ACTION ITEM –
Lines containing the word "Creek" are the ones to copy from the records below.

THE RECORDS –
== == ==
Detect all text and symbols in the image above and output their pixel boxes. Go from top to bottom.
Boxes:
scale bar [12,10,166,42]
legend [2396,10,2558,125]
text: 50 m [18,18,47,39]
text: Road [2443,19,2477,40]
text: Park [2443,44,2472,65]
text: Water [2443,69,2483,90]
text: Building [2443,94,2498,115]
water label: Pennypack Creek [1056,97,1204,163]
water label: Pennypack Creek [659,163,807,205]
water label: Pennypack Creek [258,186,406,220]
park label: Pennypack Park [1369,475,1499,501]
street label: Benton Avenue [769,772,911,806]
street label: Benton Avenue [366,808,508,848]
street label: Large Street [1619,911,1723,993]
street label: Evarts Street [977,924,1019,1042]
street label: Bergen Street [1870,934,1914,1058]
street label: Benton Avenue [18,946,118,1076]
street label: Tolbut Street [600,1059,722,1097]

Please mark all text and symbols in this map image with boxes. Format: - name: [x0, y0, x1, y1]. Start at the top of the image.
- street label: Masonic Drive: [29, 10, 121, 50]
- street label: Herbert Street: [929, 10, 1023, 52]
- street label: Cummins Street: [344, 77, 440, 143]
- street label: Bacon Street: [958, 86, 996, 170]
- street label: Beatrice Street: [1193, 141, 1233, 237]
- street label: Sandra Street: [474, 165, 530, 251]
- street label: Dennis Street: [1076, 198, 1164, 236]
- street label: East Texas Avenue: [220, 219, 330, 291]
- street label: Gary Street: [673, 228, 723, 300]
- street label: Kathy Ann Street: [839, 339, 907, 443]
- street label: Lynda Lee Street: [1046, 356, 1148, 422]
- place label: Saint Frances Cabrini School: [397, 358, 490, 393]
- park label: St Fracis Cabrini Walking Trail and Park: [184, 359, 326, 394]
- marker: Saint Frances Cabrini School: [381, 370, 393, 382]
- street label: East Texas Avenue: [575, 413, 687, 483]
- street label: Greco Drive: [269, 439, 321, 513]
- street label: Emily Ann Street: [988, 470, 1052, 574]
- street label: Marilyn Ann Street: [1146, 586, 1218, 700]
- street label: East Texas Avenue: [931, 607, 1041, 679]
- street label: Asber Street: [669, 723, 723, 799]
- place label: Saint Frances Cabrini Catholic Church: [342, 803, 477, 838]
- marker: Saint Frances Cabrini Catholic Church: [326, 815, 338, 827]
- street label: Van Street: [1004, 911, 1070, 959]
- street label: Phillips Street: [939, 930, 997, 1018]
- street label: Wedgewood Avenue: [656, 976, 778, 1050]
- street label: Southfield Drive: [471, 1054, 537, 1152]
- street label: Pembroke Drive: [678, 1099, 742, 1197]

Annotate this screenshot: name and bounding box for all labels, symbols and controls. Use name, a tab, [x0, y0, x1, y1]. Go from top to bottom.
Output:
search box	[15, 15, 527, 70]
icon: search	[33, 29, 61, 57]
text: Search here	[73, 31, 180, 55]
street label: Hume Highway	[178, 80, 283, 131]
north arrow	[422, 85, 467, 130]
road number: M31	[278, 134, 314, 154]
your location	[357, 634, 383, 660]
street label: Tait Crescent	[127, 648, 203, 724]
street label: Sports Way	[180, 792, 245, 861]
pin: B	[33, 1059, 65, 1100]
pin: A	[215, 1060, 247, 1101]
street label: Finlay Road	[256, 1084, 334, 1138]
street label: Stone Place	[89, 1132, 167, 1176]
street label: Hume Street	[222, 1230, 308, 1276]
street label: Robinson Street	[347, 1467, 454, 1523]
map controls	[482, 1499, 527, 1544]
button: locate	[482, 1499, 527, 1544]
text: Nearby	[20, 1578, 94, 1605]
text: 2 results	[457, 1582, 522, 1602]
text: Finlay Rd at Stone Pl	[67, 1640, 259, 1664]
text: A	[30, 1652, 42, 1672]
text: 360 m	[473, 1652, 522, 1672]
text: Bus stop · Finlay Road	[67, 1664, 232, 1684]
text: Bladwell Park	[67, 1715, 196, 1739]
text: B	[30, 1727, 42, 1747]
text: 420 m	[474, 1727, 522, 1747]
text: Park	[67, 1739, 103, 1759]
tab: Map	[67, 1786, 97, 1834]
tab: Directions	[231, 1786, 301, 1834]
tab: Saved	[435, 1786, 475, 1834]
== == ==
SOLUTION –
water label: Pennypack Creek [1056,97,1204,163]
water label: Pennypack Creek [659,163,807,205]
water label: Pennypack Creek [258,186,406,220]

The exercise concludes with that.